A photo of a Kiwi taking a photo of a photo of The Cannibal (aka Eddy Merckx).
If you don’t want to click on the link that takes you to Merkcx’ Wikipedia page, here are his palmarès:
Edouard Louis Joseph, Baron Merckx (Dutch pronunciation: [ˈmerks]) (born 17 June 1945 in Meensel-Kiezegem), better known as Eddy Merckx, is a Belgian former professional cyclist. The French magazine Vélo called him “the most accomplished rider that cycling has ever known.” The American publication, VeloNews, called him the greatest and most successful cyclist of all time. He won the Tour de France five times, won all the monuments of cycling at least twice, with 19 monument victories in all, won the Giro d’Italia five times and the Vuelta a España once, won the world championship once as an amateur and three times as a professional, and broke the world hour record.
An amazing record. Much, much more impressive than that American rider that people swoon all over.
A bit of background on Merckx – the photo on the wall isn’t staged. Even though he had a stable of mechanics to take care of his and his team’s bicycles, Merckx was very particular about his rides, even known to pull up next to a team or mechanic car and ask for a wrench so he could adjust his seat height while in the middle of a race. So to see him in a shop, wrenching on a bike, is not unnatural.
This photo was taken in the foyer of the Eddy Merckx factory in Zellik, Belgium, where we were given a guided tour of the factory, where they build new Merckx bicycles (either piecing together parts made elsewhere or from scratch using a jig and welder) as well as rebuild and repaint older Merckx bicycles, including some classics from the ’80’s that needed a bit of TLC.
Although it was nice to see the special models on the main floor.
Things of beauty, they were.
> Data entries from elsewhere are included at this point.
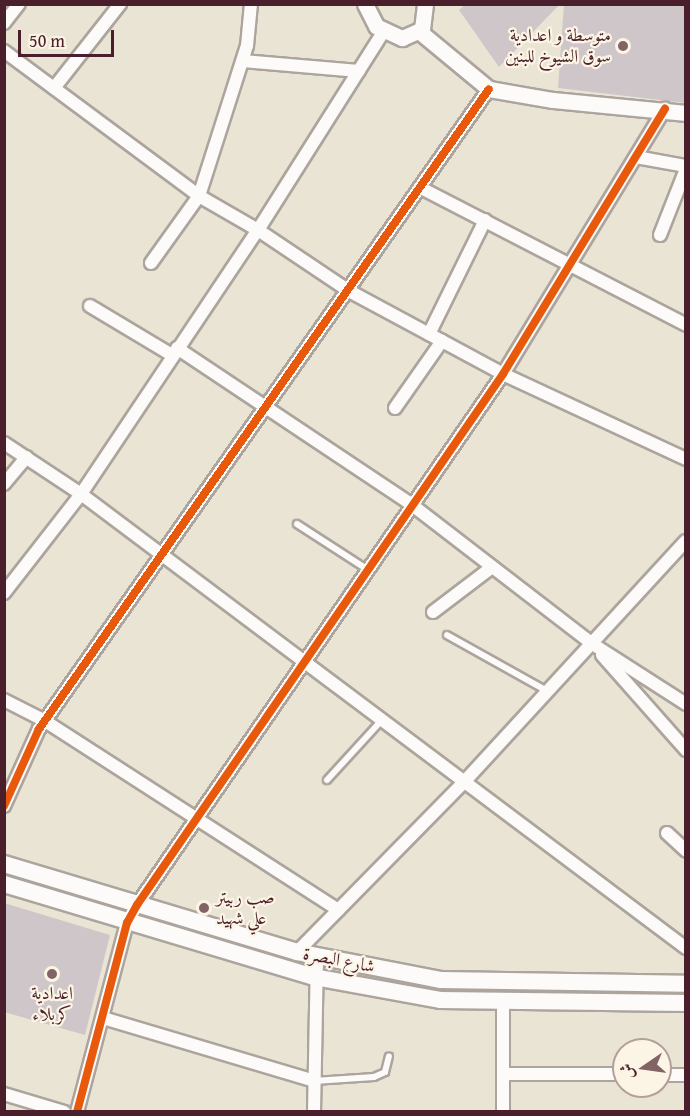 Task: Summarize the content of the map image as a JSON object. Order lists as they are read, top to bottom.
{
  "streets": {
    "main road": ["شارع البصرة"]
  },
  "places": ["متوسطة و اعدادية سوق الشيوخ للبنين", "صب ربيتر علي شهيد", "اعدادية كربلاء"],
  "scale_bar": "50 m",
  "north": "left"
}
Whether they be 30 years old or brand new. Steel or carbon.
Most interesting was seeing Tom Boonen‘s bike from last year, marked with his name and the Belgian national champion flag. We had watched him, up close and personal, win the Tour of Flanders just a few days before. And we watched him crush the field to decisively win Paris-Roubaix just a few days later. What was “most interesting” about it? While the bike was sitting flush on the floor, his seat height was up near the bottom of my rib cage. Tomeke is a tall man, burly and well suited for the Spring Classics.
The best part about the factory?
Confirmation of some ideas, some would call them dreams, that I’ve had for a while now.